Pero ya es hora de dejarme de vainas. Mi cama con Douglas no era más que una serie de actos perversos de masturbación. La mirada del rubio de bronce nunca se posaba en la mía. Su hinchazón no estaba conectada a su mente, la cual prefería perderse viajando en sus años de niño bonito por las calles de Los Ángeles, adorado por vejetes con plata. Sus palabras las reservaba para crear un mundo donde se pudiese vivir plenamente con VIH y promover el conteo de las células T a nivel masivo sin ser manchado por motivos pecuniarios ni prejuicios religiosos.
Douglas tendría mucho que decir sobre la pregunta de la chillona.
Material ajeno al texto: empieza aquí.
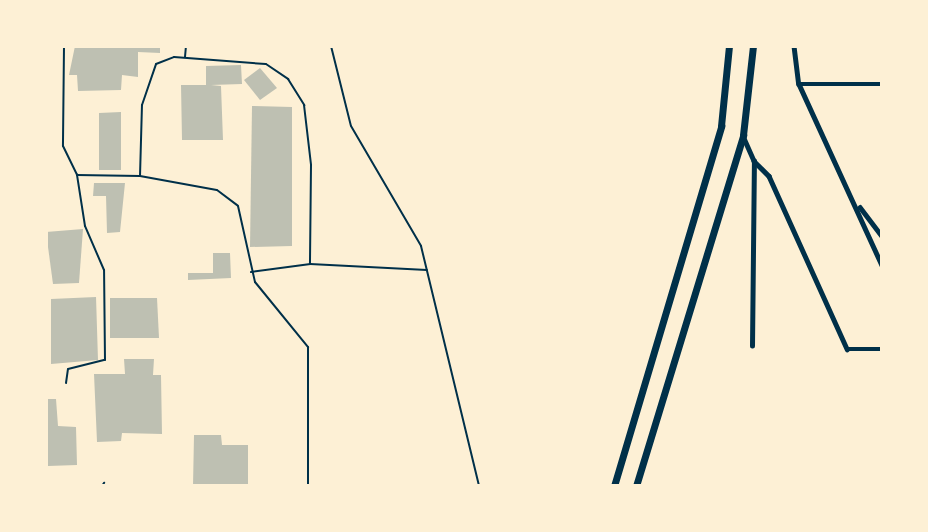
<!DOCTYPE html>
<style>
body{margin:0}
#map{position:relative;width:928px;height:532px;overflow:hidden;background:#fdf0d5;font-family:Literata,serif}
div>[style]{position:absolute}
[style*='--x']{left:calc(var(--x)*1px);top:calc(var(--y)*1px);width:calc(var(--w)*1px);rotate:calc(var(--a)*1deg)}
.building>*{inset:0;background:#bec0b2}
.service>*{height:2px;margin:-1px;padding:0 1px;transform-origin:1px;border-radius:1px;background:#003049}
.minor>*{height:4.5px;margin:-2.25px;padding:0 2.25px;transform-origin:2.25px;border-radius:2.25px;background:#003049}
.primary>*{height:7px;margin:-3.5px;padding:0 3.5px;transform-origin:3.5px;border-radius:3.5px;background:#003049}
.rail>*{height:2px;margin:-1px;padding:0 1px;transform-origin:1px;border-radius:1px;background:#657d81}
span{translate:-50% -50%;white-space:nowrap;text-align:center;line-height:1.15;-webkit-text-stroke:5px #fdf0d5;paint-order:stroke}
.frame{position:absolute;inset:0;border:48px solid #fdf0d5;pointer-events:none}
</style>
<div id="map">
<div class="building">
<div style="clip-path:polygon(75px 46px,160px 46px,160px 53px,138px 52px,138px 77px,122px 75px,121px 90px,78px 91px,77px 75px,69px 75px)"></div>
<div style="clip-path:polygon(241px 65px,242px 84px,211px 85px,221px 86px,223px 140px,182px 140px,181px 85px,206px 85px,206px 66px)"></div>
<div style="clip-path:polygon(260px 68px,277px 88px,260px 100px,244px 80px)"></div>
<div style="clip-path:polygon(252px 106px,292px 107px,292px 246px,250px 247px)"></div>
<div style="clip-path:polygon(121px 112px,121px 170px,99px 170px,99px 113px)"></div>
<div style="clip-path:polygon(94px 183px,125px 183px,120px 232px,107px 233px,106px 196px,93px 196px)"></div>
<div style="clip-path:polygon(83px 229px,79px 283px,53px 284px,46px 232px)"></div>
<div style="clip-path:polygon(213px 253px,230px 253px,231px 278px,188px 280px,188px 273px,213px 273px)"></div>
<div style="clip-path:polygon(96px 297px,98px 360px,51px 364px,51px 299px)"></div>
<div style="clip-path:polygon(110px 298px,157px 298px,159px 338px,110px 338px)"></div>
<div style="clip-path:polygon(124px 359px,154px 359px,153px 375px,161px 375px,162px 434px,122px 433px,121px 441px,97px 442px,94px 374px,125px 374px)"></div>
<div style="clip-path:polygon(46px 399px,56px 399px,58px 426px,76px 427px,77px 465px,48px 466px)"></div>
<div style="clip-path:polygon(194px 435px,221px 435px,222px 445px,248px 445px,248px 486px,193px 486px)"></div>
</div>
<div class="service">
<div style="--x:64;--y:46;--w:100;--a:90.6"></div>
<div style="--x:63;--y:146;--w:32;--a:64"></div>
<div style="--x:77;--y:175;--w:63;--a:0.9"></div>
<div style="--x:140;--y:176;--w:71;--a:-88.4"></div>
<div style="--x:142;--y:105;--w:43;--a:-71.1"></div>
<div style="--x:156;--y:64;--w:19;--a:-21"></div>
<div style="--x:174;--y:57;--w:92;--a:4.4"></div>
<div style="--x:266;--y:64;--w:27;--a:34"></div>
<div style="--x:288;--y:79;--w:31;--a:58"></div>
<div style="--x:304;--y:105;--w:60;--a:83.3"></div>
<div style="--x:311;--y:165;--w:99;--a:90.6"></div>
<div style="--x:310;--y:264;--w:117;--a:2.9"></div>
<div style="--x:331;--y:46;--w:82;--a:76"></div>
<div style="--x:351;--y:126;--w:139;--a:59.7"></div>
<div style="--x:421;--y:246;--w:247;--a:76.4"></div>
<div style="--x:185;--y:57;--w:11;--a:-85"></div>
<div style="--x:140;--y:176;--w:78;--a:10.3"></div>
<div style="--x:217;--y:190;--w:26;--a:37"></div>
<div style="--x:238;--y:206;--w:78;--a:77.4"></div>
<div style="--x:255;--y:282;--w:84;--a:50.8"></div>
<div style="--x:308;--y:347;--w:139;--a:90"></div>
<div style="--x:251;--y:272;--w:60;--a:-7.7"></div>
<div style="--x:66;--y:383;--w:14;--a:-82"></div>
<div style="--x:68;--y:369;--w:38;--a:-14"></div>
<div style="--x:105;--y:360;--w:90;--a:-90.6"></div>
<div style="--x:104;--y:270;--w:48;--a:-113.4"></div>
<div style="--x:85;--y:226;--w:52;--a:-98.9"></div>
<div style="--x:102;--y:486;--w:4;--a:-56"></div>
</div>
<div class="minor">
<div style="--x:794;--y:46;--w:38;--a:83"></div>
<div style="--x:799;--y:84;--w:199;--a:65.4"></div>
<div style="--x:799;--y:84;--w:83;--a:0"></div>
<div style="--x:743;--y:136;--w:27;--a:66"></div>
<div style="--x:754;--y:161;--w:21;--a:45"></div>
<div style="--x:769;--y:176;--w:190;--a:65.7"></div>
<div style="--x:847;--y:349;--w:35;--a:0"></div>
<div style="--x:860;--y:207;--w:36;--a:53"></div>
<div style="--x:752;--y:346;--w:185;--a:-89.4"></div>
</div>
<div class="primary">
<div style="--x:614;--y:486;--w:376;--a:-73.4"></div>
<div style="--x:721;--y:126;--w:80;--a:-84.3"></div>
<div style="--x:636;--y:486;--w:367;--a:-73"></div>
<div style="--x:743;--y:135;--w:90;--a:-83.6"></div>
</div>
<div class="rail">
<div style="--x:46;--y:186;--w:234;--a:90"></div>
<div style="--x:46;--y:430;--w:56;--a:89"></div>
</div>
<div class="frame"></div>
</div>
Quizá escribiría una de esas cadenas tuiteras que requieren más de 280 caracteres y se enumeran del uno al diez, recordándonos que la pregunta del día ya ha sido respondida una y otra vez por profesionales de la salud pública alrededor del mundo, que ya se logró un consenso internacional liderado por organizaciones como las Naciones Unidas y la Organización Mundial de la Salud, que ya entendemos que la obligatoriedad no solo va en contra de los derechos humanos, sino también incrementa el riesgo de que miles de personas marginadas eviten usar los servicios de salud.
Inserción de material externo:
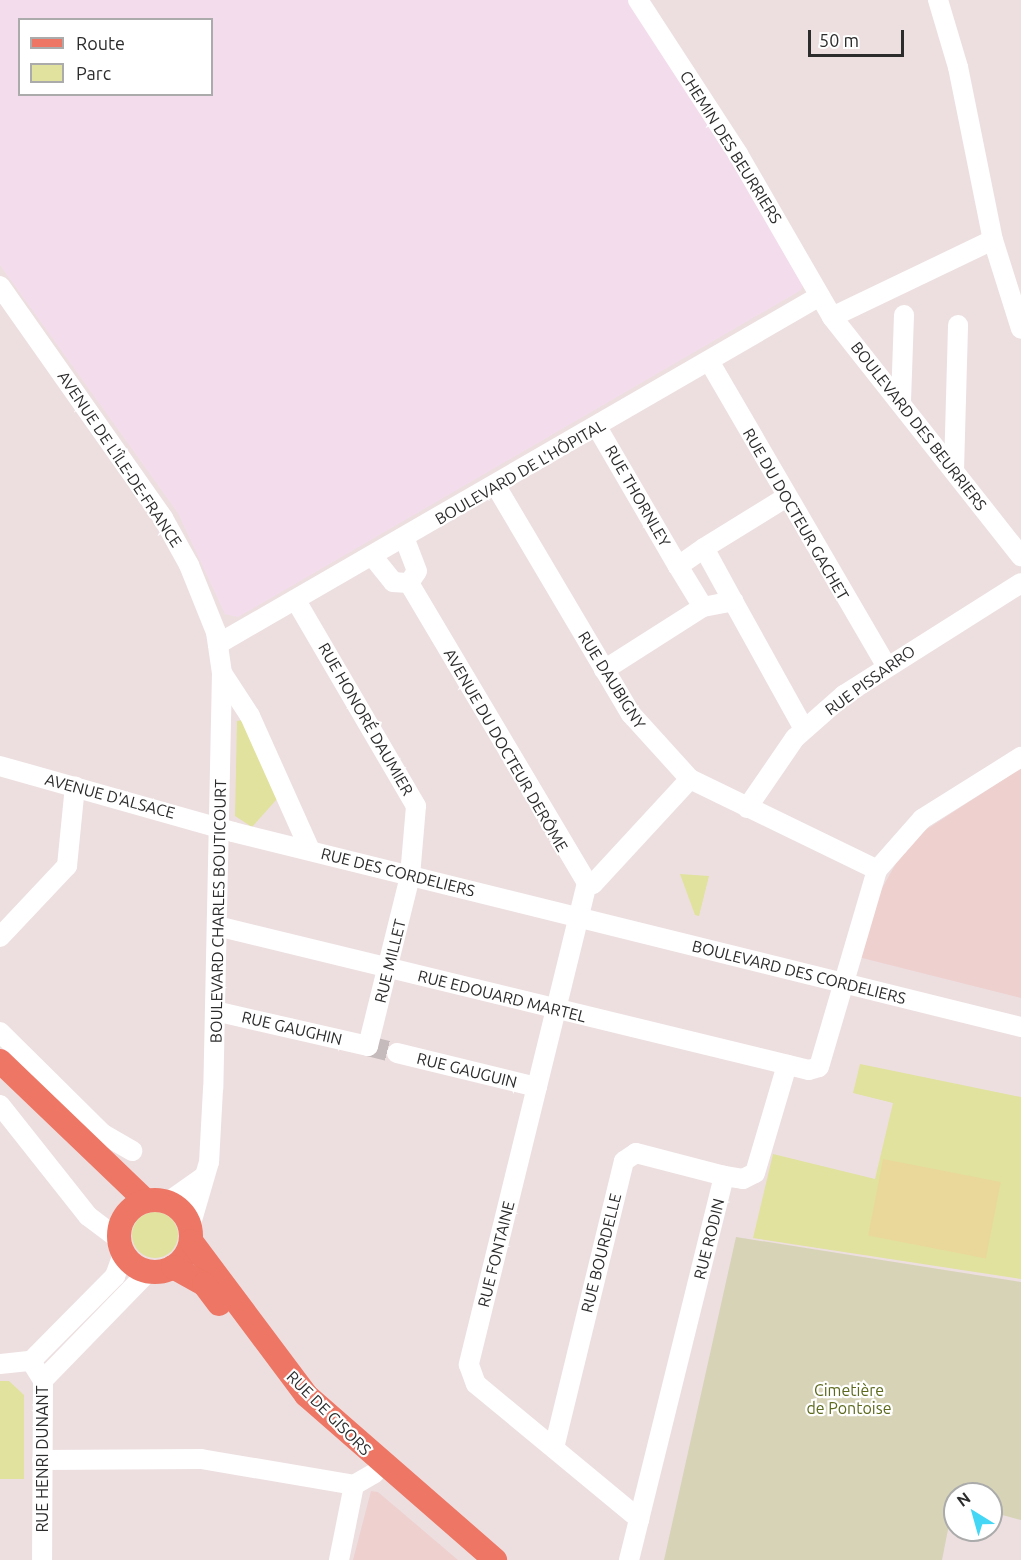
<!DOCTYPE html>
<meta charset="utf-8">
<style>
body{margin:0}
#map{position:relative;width:1021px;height:1560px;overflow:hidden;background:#eddfe0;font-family:Ubuntu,sans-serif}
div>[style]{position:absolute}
.education>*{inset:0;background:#eed0cf}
.medical>*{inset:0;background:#f3ddec}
.green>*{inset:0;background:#e1e29d}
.round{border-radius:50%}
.cemetery>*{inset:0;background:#d7d3b7}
.pitch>*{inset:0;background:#e9d89a;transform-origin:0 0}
.minor-tunnel>*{height:20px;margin-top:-10px;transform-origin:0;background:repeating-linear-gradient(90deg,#c6bbbc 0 20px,transparent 0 30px)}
.minor>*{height:20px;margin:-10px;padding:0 10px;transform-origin:10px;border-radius:10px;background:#fff}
.major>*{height:24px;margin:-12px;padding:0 12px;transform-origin:12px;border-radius:12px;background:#ed7664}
.major>.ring{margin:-12px;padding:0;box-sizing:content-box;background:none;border:24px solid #ed7664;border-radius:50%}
span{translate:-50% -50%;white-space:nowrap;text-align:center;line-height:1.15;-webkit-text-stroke:4.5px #fff;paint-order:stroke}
.street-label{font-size:16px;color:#2c2c2c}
.park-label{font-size:16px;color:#5d691d}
.legend{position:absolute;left:18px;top:18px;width:195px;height:78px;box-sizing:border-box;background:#fff;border:2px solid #ababab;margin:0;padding:8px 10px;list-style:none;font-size:18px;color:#2c2c2c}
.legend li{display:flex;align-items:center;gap:12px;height:30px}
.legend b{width:30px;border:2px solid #ababab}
.north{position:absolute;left:943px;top:1482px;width:60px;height:60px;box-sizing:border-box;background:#fff;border:2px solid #ababab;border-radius:50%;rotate:323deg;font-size:16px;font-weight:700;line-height:24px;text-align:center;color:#2c2c2c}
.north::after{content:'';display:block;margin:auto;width:21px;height:27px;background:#44d6f5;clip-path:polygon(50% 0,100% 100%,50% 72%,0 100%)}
.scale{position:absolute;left:808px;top:30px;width:96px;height:27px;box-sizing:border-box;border:3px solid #2c2c2c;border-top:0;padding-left:8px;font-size:18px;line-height:21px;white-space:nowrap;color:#2c2c2c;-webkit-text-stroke:4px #fff;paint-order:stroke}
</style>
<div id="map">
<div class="education">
<div style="clip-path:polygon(1021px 768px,1021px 998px,858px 957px,881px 890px,899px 858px,924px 831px)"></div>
<div style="clip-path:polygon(371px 1491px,378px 1492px,458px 1560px,353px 1560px)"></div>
</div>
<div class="medical">
<div style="clip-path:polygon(evenodd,0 0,628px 0,688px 85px,804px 280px,801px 290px,238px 617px,225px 614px,178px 513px,0 265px,0 0,20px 20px,212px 20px,212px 94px,20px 94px,20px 20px)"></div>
</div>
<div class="green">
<div style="clip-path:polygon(242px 720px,277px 799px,252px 827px,235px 816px,237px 721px)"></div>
<div style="clip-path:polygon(680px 874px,709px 876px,699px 916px,695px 915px)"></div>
<div style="clip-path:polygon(860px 1064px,1021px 1097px,1021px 1279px,753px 1238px,773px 1154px,875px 1179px,893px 1103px,853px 1093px)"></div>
<div class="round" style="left:132px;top:1212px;width:46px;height:46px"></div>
<div style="clip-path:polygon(0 1381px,9px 1381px,24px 1395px,24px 1479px,0 1479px)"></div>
</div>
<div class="cemetery">
<div style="clip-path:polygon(736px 1237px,1021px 1282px,1021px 1520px,991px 1512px,991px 1494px,955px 1494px,942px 1560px,664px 1560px)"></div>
</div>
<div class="pitch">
<div style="left:883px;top:1159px;width:120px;height:78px;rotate:11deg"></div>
</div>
<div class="minor-tunnel">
<div style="left:368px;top:1046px;width:30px;rotate:14deg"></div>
</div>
<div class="minor">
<div style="left:638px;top:0;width:184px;rotate:57deg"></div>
<div style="left:738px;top:154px;width:188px;rotate:60deg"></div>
<div style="left:832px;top:317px;width:305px;rotate:51.7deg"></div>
<div style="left:938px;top:0;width:70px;rotate:73.4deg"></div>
<div style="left:958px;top:67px;width:177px;rotate:78.6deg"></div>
<div style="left:993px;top:240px;width:93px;rotate:72.5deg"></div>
<div style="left:0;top:286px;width:284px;rotate:54.9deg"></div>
<div style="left:163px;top:518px;width:54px;rotate:61deg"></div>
<div style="left:189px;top:565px;width:72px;rotate:68.1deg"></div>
<div style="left:216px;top:632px;width:41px;rotate:81.7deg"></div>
<div style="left:222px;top:673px;width:416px;rotate:91.2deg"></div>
<div style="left:213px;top:1089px;width:73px;rotate:93.1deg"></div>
<div style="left:209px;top:1162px;width:68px;rotate:106.3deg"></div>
<div style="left:832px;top:317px;width:178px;rotate:-25.6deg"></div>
<div style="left:709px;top:361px;width:352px;rotate:59.8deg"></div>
<div style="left:901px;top:401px;width:86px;rotate:-88deg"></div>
<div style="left:597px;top:427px;width:161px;rotate:59.8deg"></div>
<div style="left:678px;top:566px;width:48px;rotate:58.6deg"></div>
<div style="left:703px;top:607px;width:31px;rotate:-11deg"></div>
<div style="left:733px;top:601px;width:60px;rotate:-118.7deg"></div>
<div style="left:704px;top:548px;width:32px;rotate:145deg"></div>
<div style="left:954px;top:470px;width:145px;rotate:-88.4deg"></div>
<div style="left:496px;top:486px;width:265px;rotate:59.4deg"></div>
<div style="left:631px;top:714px;width:88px;rotate:47.8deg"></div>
<div style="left:690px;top:779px;width:208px;rotate:25.9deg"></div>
<div style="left:704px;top:548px;width:95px;rotate:-31.7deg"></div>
<div style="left:373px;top:557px;width:32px;rotate:51deg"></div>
<div style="left:393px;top:582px;width:16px;rotate:4deg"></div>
<div style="left:409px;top:583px;width:14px;rotate:-56deg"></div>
<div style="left:417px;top:571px;width:34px;rotate:-111deg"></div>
<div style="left:409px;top:583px;width:349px;rotate:59.3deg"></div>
<div style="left:587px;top:883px;width:496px;rotate:103.8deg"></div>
<div style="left:469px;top:1365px;width:20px;rotate:70deg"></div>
<div style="left:476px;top:1384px;width:212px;rotate:39.6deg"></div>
<div style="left:733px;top:601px;width:146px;rotate:61deg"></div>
<div style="left:218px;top:644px;width:695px;rotate:-30.03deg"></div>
<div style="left:604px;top:670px;width:117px;rotate:-32.5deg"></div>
<div style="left:222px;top:673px;width:51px;rotate:56.9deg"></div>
<div style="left:250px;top:716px;width:147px;rotate:65.9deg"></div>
<div style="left:0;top:766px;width:242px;rotate:15.8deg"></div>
<div style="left:233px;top:832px;width:812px;rotate:13.9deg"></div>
<div style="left:747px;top:808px;width:85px;rotate:-55.6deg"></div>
<div style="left:795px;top:738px;width:65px;rotate:-41.3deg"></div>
<div style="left:844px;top:695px;width:209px;rotate:-32.3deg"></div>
<div style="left:587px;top:883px;width:6px;rotate:9deg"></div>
<div style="left:593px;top:884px;width:143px;rotate:-47.3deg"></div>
<div style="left:217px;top:926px;width:609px;rotate:13.67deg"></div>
<div style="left:809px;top:1070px;width:10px;rotate:-17deg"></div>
<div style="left:819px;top:1067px;width:205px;rotate:-73.6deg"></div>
<div style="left:877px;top:870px;width:68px;rotate:-48.6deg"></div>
<div style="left:922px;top:819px;width:117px;rotate:-32.1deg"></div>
<div style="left:0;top:937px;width:98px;rotate:-46.7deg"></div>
<div style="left:67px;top:866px;width:80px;rotate:-84.3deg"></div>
<div style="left:215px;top:1011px;width:157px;rotate:12.9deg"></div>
<div style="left:368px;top:1046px;width:175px;rotate:-76.1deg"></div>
<div style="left:410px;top:876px;width:70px;rotate:-85.1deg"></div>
<div style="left:416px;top:806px;width:236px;rotate:-120.3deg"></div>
<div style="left:0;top:1032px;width:145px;rotate:44.7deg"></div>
<div style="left:103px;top:1134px;width:34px;rotate:30deg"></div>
<div style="left:397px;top:1053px;width:144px;rotate:13.7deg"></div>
<div style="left:0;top:1105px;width:142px;rotate:51.6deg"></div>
<div style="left:88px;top:1216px;width:38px;rotate:37deg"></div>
<div style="left:168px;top:1202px;width:42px;rotate:-35.2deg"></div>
<div style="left:31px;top:1361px;width:22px;rotate:58deg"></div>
<div style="left:43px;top:1380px;width:180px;rotate:90.3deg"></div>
<div style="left:31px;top:1361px;width:120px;rotate:-45.3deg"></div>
<div style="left:115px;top:1276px;width:23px;rotate:-70deg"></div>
<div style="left:0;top:1364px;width:31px;rotate:-6deg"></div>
<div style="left:43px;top:1380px;width:151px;rotate:-45.8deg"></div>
<div style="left:554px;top:1448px;width:295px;rotate:-76.3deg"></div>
<div style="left:624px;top:1161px;width:14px;rotate:-34deg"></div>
<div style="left:636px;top:1153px;width:91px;rotate:14.6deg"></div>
<div style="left:42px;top:1460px;width:159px;rotate:-0.4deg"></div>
<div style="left:201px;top:1459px;width:155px;rotate:9.6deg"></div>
<div style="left:354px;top:1485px;width:24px;rotate:-30deg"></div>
<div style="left:339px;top:1560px;width:76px;rotate:-78.7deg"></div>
<div style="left:629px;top:1560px;width:396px;rotate:-76.1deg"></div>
<div style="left:724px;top:1176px;width:19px;rotate:9deg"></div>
<div style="left:743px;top:1179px;width:13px;rotate:-27deg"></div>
<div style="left:755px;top:1173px;width:113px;rotate:-73.5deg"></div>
</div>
<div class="major">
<div style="left:0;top:1061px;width:202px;rotate:43.8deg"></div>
<div class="ring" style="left:119px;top:1200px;width:48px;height:48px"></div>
<div style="left:191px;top:1241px;width:192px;rotate:53.2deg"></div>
<div style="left:306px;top:1395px;width:251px;rotate:41.1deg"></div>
<div style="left:173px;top:1267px;width:35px;rotate:29deg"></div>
<div style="left:204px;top:1284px;width:25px;rotate:53deg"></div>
</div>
<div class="street-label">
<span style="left:731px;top:147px;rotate:58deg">CHEMIN DES BEURRIERS</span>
<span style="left:919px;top:426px;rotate:52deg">BOULEVARD DES BEURRIERS</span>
<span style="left:120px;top:459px;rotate:56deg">AVENUE DE L'ÎLE-DE-FRANCE</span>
<span style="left:520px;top:472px;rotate:-30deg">BOULEVARD DE L'HÔPITAL</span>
<span style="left:638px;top:496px;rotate:60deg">RUE THORNLEY</span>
<span style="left:796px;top:514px;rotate:60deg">RUE DU DOCTEUR GACHET</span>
<span style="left:612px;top:680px;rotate:58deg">RUE DAUBIGNY</span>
<span style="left:870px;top:680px;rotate:-36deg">RUE PISSARRO</span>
<span style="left:366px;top:719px;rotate:60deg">RUE HONORÉ DAUMIER</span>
<span style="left:506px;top:750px;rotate:60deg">AVENUE DU DOCTEUR DERÔME</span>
<span style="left:110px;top:796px;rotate:15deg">AVENUE D'ALSACE</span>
<span style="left:398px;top:872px;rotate:14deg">RUE DES CORDELIERS</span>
<span style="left:218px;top:911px;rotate:-89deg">BOULEVARD CHARLES BOUTICOURT</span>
<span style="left:390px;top:961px;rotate:-76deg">RUE MILLET</span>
<span style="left:799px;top:972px;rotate:14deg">BOULEVARD DES CORDELIERS</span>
<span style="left:502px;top:996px;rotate:14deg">RUE EDOUARD MARTEL</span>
<span style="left:292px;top:1028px;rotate:13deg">RUE GAUGHIN</span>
<span style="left:467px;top:1070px;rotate:14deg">RUE GAUGUIN</span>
<span style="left:709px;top:1239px;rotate:-76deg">RUE RODIN</span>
<span style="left:601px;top:1253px;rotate:-76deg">RUE BOURDELLE</span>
<span style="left:496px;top:1254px;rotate:-76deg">RUE FONTAINE</span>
<span style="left:329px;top:1413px;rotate:45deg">RUE DE GISORS</span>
<span style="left:42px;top:1459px;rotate:-90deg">RUE HENRI DUNANT</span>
</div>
<div class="park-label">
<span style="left:849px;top:1399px">Cimetière<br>de Pontoise</span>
</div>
<ul class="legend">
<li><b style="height:8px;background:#ed7664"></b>Route</li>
<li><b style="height:16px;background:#e1e29d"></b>Parc</li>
</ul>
<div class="north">N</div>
<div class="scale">50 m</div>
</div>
Quizá eso diría el rubio de bronce, no lo sé, pero estoy seguro de que, víctima de ese silencio asesino, él podría responder ―con más derechos que nadie― que todos perdemos cuando nos embarramos en ese lodazal que produce la intromisión de creencias religiosas en las políticas de salud. Él más que nadie sabía del poder de doctores con cruz en pecho que usaban sus consultorios como cruzadas de la salud moral.
Detrás de la anonimidad transparente de las redes sociales, quizá hoy él podría decir lo que nunca salió de su boca: el nombre de su victimario, lo que se siente cuando no se siente la piel, lo que soñaba en sus desvelos. Admiré siempre lo que él callaba, incluso hasta lo que pensaba acerca de la muerte.